No, I had to zig-zag a lot to get through the crowd of runners. By four miles I was first and I kept first until, I thought, the end. But didn’t break the tape. Near the end of the race – I don’t remember where it was, maybe three kilometres from the finish – I heard someone shouting “Second woman” but I didn’t believe them.
I knew I was first. Katherine Switzer was in the press truck and she was always telling me I was first, so I went to the podium, wondering a little bit why I didn’t break the tape. At that point I still thought I had won, until I saw they were interviewing Bill Rodgers and Rosie Ruiz.
Today, everyone knows the name “Rosie Ruiz.” But very few people talk about what it must have been like for you, the actual winner. At the time, people still thought she was the winner. How long did that take to get cleared up?
During interviews she didn’t answer questions very well. She didn’t know about training. She had a cotton shirt and it wasn’t worn and barely wet and, when you run in the heat, you’re all white-faced. So it didn’t make sense at first. And then the interviewers came to me said “We don’t believe she ran.”
When did the Boston Marathon organizers get a hold of you and formally award you the win?

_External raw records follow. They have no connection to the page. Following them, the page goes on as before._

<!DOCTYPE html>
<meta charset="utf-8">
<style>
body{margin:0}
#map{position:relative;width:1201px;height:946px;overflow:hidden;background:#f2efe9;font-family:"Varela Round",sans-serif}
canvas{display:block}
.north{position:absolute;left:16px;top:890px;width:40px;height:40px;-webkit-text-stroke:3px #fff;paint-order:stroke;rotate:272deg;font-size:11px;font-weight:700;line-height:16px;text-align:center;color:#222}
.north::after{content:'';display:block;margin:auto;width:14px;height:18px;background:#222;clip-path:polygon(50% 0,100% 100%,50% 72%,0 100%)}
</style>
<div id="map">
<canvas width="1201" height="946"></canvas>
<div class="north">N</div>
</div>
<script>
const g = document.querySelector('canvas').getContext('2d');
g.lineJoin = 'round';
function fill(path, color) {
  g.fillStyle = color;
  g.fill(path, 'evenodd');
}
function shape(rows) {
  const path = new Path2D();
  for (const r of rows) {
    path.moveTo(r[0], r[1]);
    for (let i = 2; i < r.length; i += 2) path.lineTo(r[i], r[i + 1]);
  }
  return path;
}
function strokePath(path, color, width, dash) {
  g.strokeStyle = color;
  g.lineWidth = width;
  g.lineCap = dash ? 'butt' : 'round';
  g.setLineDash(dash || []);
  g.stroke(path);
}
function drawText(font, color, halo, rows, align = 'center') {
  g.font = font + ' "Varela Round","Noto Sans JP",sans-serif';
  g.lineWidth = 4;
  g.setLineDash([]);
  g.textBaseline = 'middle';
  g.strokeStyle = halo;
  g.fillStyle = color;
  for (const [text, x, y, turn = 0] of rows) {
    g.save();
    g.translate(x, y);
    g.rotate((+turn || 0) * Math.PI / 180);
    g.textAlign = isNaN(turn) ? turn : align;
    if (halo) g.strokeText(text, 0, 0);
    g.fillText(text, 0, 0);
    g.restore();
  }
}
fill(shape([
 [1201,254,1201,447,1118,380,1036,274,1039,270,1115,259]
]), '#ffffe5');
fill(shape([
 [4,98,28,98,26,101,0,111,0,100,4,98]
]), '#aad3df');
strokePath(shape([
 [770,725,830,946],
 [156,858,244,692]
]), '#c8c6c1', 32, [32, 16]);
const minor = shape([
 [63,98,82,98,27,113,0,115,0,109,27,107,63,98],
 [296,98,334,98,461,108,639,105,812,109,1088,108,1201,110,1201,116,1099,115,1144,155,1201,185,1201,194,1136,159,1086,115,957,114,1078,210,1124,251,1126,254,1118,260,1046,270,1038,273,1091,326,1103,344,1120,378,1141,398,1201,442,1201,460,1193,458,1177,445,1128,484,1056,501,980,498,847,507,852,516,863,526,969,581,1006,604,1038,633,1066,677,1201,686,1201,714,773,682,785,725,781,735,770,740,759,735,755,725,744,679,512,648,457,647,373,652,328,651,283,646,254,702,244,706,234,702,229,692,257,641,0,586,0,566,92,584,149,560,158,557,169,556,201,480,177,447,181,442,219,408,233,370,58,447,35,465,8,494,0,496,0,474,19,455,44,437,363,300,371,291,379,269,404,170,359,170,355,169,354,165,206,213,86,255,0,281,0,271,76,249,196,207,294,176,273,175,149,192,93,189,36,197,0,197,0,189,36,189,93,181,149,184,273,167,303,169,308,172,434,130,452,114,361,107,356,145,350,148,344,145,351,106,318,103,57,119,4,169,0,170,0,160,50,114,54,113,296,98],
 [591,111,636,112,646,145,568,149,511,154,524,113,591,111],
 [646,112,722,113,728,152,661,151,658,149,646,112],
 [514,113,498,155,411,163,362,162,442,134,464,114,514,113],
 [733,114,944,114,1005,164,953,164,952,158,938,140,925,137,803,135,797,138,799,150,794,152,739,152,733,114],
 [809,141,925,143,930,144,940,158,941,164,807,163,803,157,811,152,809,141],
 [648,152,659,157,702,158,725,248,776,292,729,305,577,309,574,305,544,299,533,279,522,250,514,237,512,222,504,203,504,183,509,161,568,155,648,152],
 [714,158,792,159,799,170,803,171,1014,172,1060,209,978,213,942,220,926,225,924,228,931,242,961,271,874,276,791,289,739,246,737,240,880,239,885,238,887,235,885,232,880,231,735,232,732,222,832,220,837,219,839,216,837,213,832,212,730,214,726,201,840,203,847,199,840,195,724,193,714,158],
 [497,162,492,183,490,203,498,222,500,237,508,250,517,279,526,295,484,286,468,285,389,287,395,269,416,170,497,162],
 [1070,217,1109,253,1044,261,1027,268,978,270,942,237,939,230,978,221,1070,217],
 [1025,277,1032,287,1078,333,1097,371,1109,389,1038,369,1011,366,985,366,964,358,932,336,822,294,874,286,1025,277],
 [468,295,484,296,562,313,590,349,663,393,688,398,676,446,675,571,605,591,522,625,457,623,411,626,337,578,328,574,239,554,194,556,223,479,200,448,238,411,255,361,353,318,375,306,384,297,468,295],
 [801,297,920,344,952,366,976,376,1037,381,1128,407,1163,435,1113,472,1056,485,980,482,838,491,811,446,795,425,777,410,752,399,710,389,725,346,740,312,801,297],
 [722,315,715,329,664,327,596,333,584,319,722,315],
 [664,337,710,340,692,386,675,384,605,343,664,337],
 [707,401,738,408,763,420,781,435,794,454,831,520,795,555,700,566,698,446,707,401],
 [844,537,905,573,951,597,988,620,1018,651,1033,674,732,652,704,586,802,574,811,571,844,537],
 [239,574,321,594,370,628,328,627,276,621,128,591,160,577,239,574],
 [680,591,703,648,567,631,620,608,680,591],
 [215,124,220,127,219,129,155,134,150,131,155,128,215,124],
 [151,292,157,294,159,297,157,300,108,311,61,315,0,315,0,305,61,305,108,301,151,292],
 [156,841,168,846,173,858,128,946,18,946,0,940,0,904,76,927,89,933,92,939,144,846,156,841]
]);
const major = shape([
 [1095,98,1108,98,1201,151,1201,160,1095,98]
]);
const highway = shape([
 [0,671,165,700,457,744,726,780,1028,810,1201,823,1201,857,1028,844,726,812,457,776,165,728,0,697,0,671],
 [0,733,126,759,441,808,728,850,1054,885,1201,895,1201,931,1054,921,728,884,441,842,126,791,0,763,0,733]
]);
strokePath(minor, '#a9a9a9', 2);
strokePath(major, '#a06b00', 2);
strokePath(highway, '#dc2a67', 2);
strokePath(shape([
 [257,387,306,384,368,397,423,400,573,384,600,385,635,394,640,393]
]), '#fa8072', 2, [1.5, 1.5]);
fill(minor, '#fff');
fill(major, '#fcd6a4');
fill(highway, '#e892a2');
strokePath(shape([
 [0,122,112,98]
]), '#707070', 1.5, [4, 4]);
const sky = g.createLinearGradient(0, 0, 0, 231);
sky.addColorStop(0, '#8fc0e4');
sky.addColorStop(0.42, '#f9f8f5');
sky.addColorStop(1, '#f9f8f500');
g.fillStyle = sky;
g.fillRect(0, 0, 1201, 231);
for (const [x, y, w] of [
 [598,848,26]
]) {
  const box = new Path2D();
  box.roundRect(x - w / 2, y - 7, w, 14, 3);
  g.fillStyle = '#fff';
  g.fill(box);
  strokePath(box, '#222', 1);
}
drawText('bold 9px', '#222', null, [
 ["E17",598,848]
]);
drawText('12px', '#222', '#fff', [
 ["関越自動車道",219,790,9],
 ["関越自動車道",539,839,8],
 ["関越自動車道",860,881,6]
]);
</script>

About a week later. I was back in Montreal after the marathon. I was busy with interviews, calling my work at the hospital. It was so busy the hospital decided to do kind of a press conference.
Did you ever talk to Rosie Ruiz?
Yes, I met her at a 10K in Miami that summer. She came after the race to me and presented herself and said “why did you do that?” She said that she won. She was interviewed and she said she was sorry for me; I don’t know. It’s her life.
You look back at your career, what was your greatest achievement?
I can say the Boston Marathon is probably my greatest victory. And being fifth at the world championship in Helsinki in ’83. I made the Olympic team but unfortunately my body wasn’t following me that day. All those things are important for me in a way.
What is it that you do to mentally prepare for a race?
Through all the training I visualize. I try to repeat the training on the same kind of course and at the end I try to visualize. Also, if it’s hilly I will try to make it that way. I visualize how I feel and being loose and letting it hang, kind of, you know? I go from start to finish, how I want to feel and how I will feel.
There’s been a period over the last 30 years where there weren’t very many good female Canadian marathon runners. We now have a couple talented runners under 2:30. Why do you think it is that at the time you were running so well and what were you doing differently that people stopped doing for about 30 years?
It’s difficult to understand because I think if you have the talent and you do the right training this is what you obtain. I wonder if people maybe train too hard or they don’t train enough with the right pacing.
If a coach gives you something, ask “do I feel tired today? Should I do that? Does it feel right for me?” We should listen to our body more. I also built up a lot of endurance before I got speed and now everybody does speed before. I wonder if it’s not too tough on us sometimes. I wonder if we should spend longer building a good foundation, a good base, training the Lydiard way. That’s how I trained.
After your career ended, you continued running and are still running today. How important do you think that is?
I don’t need to be winning. I race because it makes it a little exciting but I’m not looking out for those adrenaline shots all the time. I like my peaceful life and I like to go outside and enjoy nature. I like to move. I like to go out. I don’t run to race, I race because I run.
At that time I was scheduling everything. It was more serious. But now it’s like when I began: with passion, with love. It feels good to do it. I love to bike, I love to cross-country ski. That’s how it started and that’s how I do it now.